:: Requirement ::
The entire listing below is to be written out exactly, minus the pictures.

Start of Block

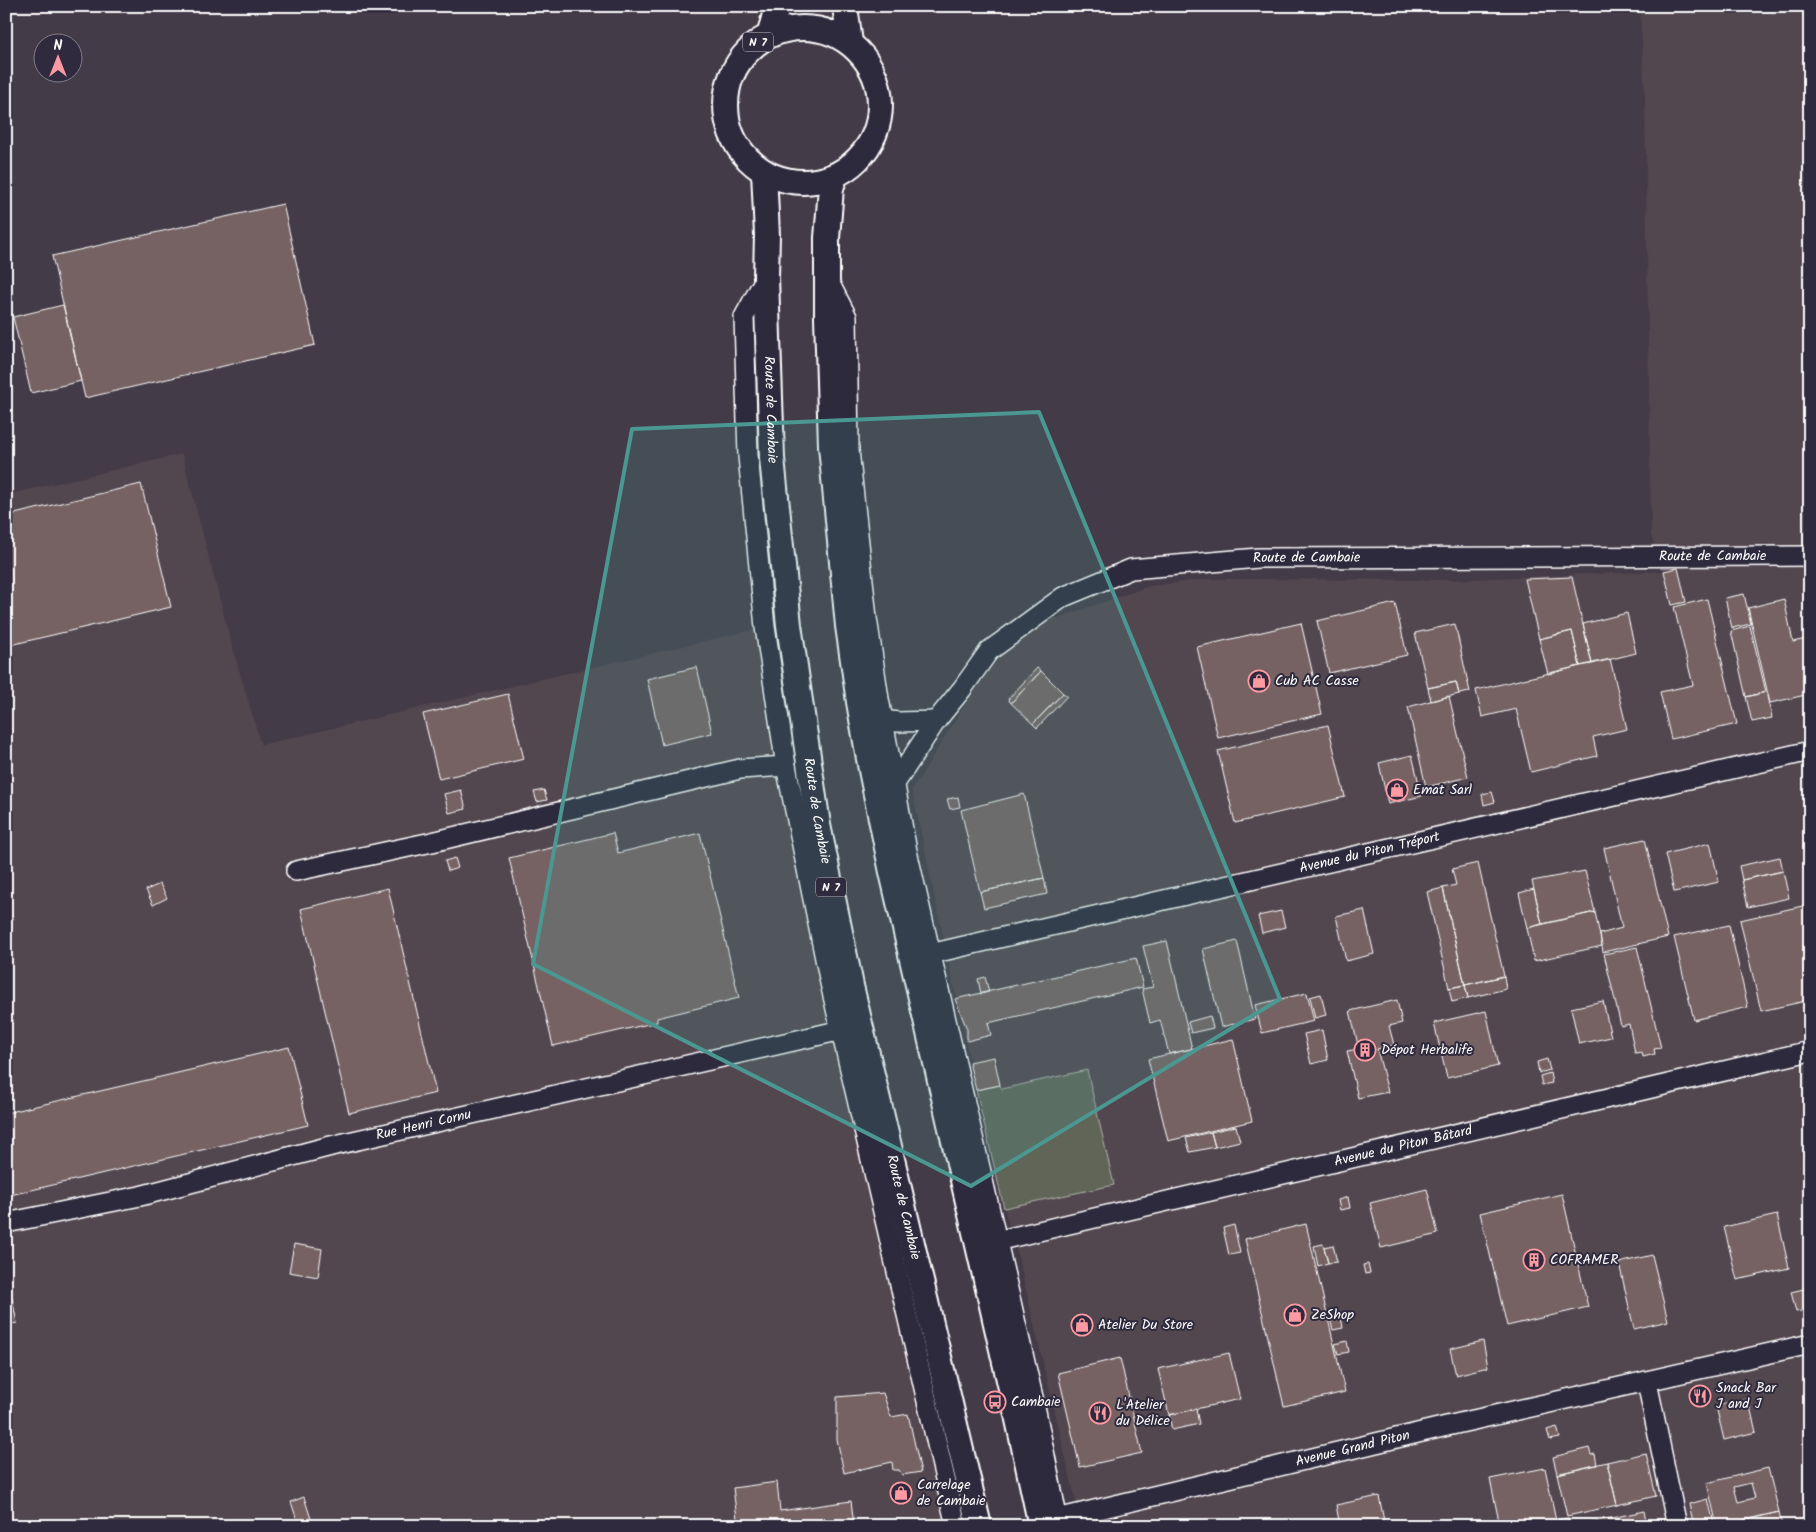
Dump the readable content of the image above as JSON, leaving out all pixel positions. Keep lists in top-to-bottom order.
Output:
{
  "streets": {
    "main road": ["N 7", "Route de Cambaie"],
    "street": [
      "Avenue du Piton Tréport",
      "Rue Henri Cornu",
      "Avenue du Piton Bâtard",
      "Avenue Grand Piton"
    ]
  },
  "crossings": [
    ["N 7", "Route de Cambaie"]
  ],
  "places": {
    "shop": [
      "Cub AC Casse",
      "Emat Sarl",
      "ZeShop",
      "Atelier Du Store",
      "Carrelage de Cambaie"
    ],
    "building": ["Dépot Herbalife", "COFRAMER"],
    "restaurant": ["Snack Bar J and J", "L'Atelier du Délice"],
    "bus stop": ["Cambaie"]
  },
  "north": "top"
}
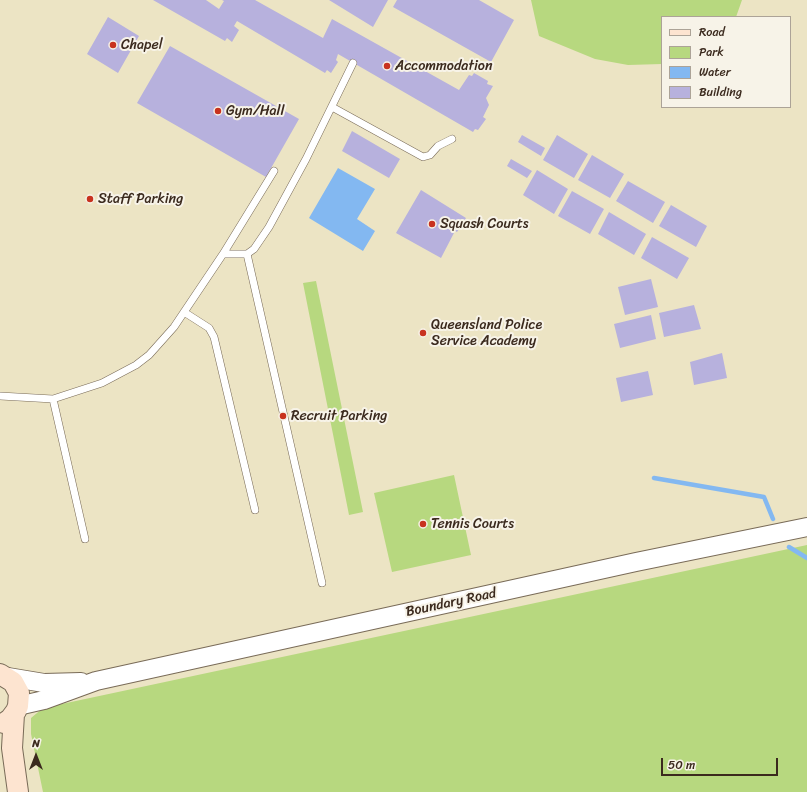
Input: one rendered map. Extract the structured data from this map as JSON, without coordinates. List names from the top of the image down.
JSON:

End of Block

:: Answer for this exercise ::
Dump the readable content of the image above as JSON, leaving out all pixel positions. Keep lists in top-to-bottom order.
Output:
{
  "streets": {
    "main road": ["N 7", "Route de Cambaie"],
    "street": [
      "Avenue du Piton Tréport",
      "Rue Henri Cornu",
      "Avenue du Piton Bâtard",
      "Avenue Grand Piton"
    ]
  },
  "crossings": [
    ["N 7", "Route de Cambaie"]
  ],
  "places": {
    "shop": [
      "Cub AC Casse",
      "Emat Sarl",
      "ZeShop",
      "Atelier Du Store",
      "Carrelage de Cambaie"
    ],
    "building": ["Dépot Herbalife", "COFRAMER"],
    "restaurant": ["Snack Bar J and J", "L'Atelier du Délice"],
    "bus stop": ["Cambaie"]
  },
  "north": "top"
}
Input: one rendered map. Extract the structured data from this map as JSON, without coordinates. List names from the top of the image down.
JSON:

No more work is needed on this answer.